## Exercise data
Content starts
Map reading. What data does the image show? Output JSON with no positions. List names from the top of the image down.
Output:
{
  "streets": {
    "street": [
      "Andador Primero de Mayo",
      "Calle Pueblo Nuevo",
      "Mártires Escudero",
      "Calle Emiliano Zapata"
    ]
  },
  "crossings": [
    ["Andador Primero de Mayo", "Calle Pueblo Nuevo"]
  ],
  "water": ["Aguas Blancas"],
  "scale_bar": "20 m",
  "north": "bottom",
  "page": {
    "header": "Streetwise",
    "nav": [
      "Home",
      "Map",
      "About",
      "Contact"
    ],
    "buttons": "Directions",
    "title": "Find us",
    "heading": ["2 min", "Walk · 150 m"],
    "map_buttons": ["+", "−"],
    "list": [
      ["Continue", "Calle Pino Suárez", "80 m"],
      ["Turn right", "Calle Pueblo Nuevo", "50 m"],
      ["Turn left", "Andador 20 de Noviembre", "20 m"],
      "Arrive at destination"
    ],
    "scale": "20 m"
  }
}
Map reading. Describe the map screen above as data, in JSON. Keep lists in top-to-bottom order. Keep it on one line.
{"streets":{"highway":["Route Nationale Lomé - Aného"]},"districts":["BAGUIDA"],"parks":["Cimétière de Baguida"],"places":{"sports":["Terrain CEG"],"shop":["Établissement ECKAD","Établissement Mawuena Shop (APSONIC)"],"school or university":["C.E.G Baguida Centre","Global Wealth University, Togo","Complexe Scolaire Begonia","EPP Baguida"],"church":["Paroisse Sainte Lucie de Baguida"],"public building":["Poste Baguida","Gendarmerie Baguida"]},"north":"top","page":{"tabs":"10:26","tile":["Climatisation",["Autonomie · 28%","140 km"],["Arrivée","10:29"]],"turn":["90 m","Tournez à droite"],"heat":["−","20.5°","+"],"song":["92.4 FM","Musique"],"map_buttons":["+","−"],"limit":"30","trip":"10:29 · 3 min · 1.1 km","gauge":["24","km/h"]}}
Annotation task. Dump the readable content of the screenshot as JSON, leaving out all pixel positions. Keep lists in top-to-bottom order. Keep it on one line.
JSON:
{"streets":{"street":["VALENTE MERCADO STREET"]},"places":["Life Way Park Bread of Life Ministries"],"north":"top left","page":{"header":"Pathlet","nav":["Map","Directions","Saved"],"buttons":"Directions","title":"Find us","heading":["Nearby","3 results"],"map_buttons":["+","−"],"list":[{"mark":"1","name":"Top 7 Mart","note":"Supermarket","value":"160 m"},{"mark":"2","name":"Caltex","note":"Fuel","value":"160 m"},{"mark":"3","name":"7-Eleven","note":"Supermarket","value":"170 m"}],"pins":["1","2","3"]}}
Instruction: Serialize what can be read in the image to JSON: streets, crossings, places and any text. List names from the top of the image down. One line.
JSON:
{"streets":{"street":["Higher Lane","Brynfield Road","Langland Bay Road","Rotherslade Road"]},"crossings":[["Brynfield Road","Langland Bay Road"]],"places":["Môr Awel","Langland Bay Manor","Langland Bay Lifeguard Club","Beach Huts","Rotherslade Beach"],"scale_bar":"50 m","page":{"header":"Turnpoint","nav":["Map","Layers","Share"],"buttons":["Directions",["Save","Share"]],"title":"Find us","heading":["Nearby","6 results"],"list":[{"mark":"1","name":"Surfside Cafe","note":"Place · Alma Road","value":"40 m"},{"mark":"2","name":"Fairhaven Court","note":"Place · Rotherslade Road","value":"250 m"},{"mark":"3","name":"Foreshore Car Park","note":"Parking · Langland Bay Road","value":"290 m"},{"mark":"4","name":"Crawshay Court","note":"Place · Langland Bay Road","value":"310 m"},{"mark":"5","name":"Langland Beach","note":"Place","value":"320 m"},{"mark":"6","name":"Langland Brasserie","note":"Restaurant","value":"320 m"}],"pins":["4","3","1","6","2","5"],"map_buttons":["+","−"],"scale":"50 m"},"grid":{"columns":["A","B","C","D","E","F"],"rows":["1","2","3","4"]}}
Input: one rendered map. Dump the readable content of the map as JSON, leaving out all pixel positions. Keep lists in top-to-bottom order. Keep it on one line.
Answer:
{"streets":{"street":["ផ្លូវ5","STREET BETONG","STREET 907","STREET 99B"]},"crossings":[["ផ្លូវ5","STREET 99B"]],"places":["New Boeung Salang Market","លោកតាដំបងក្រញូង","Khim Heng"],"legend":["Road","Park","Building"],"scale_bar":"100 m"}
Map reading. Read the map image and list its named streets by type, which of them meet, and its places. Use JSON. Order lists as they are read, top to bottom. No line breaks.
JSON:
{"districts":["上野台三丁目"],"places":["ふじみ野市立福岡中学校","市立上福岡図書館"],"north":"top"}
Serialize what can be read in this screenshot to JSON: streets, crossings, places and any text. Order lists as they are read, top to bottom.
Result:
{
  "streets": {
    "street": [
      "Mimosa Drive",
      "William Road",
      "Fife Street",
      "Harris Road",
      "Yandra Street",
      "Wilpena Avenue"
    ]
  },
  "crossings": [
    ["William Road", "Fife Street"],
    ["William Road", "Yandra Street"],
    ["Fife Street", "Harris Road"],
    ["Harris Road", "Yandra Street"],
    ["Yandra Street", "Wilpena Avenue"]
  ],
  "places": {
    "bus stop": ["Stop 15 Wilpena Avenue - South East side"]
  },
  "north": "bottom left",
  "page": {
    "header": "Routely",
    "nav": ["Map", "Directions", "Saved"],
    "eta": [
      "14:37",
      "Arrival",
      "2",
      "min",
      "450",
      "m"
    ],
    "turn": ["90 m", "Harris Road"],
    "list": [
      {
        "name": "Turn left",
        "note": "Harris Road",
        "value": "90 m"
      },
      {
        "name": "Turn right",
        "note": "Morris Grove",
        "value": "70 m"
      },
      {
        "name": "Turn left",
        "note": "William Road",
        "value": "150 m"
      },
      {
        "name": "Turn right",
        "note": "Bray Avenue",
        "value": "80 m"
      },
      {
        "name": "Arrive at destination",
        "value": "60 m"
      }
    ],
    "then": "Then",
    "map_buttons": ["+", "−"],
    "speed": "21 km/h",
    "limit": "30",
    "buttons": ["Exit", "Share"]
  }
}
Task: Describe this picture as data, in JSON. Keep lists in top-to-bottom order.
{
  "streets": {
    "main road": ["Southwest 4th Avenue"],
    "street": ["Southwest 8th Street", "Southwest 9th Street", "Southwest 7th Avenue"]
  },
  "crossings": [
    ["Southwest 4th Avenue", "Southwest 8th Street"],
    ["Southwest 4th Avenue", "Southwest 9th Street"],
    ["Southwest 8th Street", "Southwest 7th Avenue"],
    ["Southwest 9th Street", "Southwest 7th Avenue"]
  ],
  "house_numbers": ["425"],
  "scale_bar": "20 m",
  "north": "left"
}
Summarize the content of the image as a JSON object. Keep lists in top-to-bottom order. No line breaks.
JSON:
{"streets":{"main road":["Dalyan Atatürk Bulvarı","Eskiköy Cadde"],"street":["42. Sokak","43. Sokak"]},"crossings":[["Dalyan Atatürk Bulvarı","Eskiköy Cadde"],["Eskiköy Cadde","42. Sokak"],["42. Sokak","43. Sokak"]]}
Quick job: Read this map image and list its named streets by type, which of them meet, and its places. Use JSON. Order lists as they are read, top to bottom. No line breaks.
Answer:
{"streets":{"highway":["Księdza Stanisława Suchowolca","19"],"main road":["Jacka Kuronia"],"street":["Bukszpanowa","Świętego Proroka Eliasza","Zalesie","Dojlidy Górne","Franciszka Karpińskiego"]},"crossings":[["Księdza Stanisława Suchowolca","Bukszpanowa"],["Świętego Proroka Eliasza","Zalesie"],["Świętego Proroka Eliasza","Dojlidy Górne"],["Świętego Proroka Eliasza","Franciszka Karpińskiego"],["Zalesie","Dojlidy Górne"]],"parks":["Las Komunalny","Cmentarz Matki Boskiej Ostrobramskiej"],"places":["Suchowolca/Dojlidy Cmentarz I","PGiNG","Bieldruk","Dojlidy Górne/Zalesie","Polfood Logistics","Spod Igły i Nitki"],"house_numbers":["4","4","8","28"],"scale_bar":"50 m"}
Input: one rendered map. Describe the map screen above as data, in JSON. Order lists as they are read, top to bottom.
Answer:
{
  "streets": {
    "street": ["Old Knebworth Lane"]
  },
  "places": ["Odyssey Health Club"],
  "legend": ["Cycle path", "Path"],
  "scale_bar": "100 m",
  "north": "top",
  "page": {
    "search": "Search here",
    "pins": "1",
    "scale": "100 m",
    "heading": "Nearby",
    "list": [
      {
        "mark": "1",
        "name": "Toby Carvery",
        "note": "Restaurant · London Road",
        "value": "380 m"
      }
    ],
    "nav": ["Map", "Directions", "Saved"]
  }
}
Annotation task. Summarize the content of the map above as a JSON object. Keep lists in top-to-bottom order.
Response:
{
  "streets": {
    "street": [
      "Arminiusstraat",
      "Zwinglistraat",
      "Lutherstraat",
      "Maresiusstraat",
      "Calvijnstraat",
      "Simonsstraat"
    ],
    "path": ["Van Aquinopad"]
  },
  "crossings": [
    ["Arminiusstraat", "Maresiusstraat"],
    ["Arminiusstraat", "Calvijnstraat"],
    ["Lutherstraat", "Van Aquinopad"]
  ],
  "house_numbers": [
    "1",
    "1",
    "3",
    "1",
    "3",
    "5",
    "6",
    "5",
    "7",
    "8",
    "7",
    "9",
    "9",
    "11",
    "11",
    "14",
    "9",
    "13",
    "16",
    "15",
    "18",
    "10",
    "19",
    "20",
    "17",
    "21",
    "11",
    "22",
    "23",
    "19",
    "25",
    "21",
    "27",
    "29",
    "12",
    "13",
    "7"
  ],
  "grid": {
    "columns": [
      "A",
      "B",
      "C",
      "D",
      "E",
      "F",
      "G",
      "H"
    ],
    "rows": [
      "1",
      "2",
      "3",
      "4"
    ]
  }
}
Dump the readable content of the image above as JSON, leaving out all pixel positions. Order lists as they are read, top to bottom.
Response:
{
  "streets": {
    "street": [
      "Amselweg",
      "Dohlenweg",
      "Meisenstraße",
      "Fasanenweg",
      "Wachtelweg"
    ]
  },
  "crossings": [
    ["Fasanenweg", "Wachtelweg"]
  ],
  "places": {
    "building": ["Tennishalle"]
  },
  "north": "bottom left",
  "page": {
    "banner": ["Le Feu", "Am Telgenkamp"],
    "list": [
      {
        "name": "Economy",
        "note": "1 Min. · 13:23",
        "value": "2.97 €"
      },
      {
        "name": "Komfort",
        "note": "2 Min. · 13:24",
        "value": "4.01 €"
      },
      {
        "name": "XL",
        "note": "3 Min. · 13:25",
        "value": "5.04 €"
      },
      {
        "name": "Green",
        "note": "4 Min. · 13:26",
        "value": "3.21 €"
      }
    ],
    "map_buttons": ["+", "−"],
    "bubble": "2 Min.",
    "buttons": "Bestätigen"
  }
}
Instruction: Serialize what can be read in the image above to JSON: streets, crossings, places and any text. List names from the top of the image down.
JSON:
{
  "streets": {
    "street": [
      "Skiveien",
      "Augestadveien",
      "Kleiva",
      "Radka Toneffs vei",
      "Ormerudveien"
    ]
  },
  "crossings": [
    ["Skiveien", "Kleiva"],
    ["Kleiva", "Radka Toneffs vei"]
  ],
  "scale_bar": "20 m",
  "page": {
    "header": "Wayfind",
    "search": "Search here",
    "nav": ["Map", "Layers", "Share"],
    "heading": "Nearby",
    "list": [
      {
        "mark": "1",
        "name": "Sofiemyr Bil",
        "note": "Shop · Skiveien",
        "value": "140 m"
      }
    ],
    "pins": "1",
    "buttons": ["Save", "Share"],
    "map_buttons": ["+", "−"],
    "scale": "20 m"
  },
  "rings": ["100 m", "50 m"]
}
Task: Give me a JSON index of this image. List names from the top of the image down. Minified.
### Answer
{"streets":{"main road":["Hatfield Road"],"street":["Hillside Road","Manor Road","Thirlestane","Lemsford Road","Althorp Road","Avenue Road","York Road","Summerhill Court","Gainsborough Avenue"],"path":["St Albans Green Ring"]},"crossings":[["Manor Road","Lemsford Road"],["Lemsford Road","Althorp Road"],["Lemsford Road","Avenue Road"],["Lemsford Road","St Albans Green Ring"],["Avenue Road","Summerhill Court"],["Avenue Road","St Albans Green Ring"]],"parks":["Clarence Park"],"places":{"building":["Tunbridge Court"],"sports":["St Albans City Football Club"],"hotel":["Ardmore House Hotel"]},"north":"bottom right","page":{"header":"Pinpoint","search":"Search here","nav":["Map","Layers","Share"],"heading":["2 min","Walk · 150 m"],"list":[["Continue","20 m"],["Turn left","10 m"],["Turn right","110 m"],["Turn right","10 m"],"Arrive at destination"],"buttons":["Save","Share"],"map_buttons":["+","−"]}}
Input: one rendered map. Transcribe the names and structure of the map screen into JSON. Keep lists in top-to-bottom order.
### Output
Content ends
## What you need to do
Lines that contain the word "screenshot": how many are there in the data? Give the number and nothing else.

## Your response
2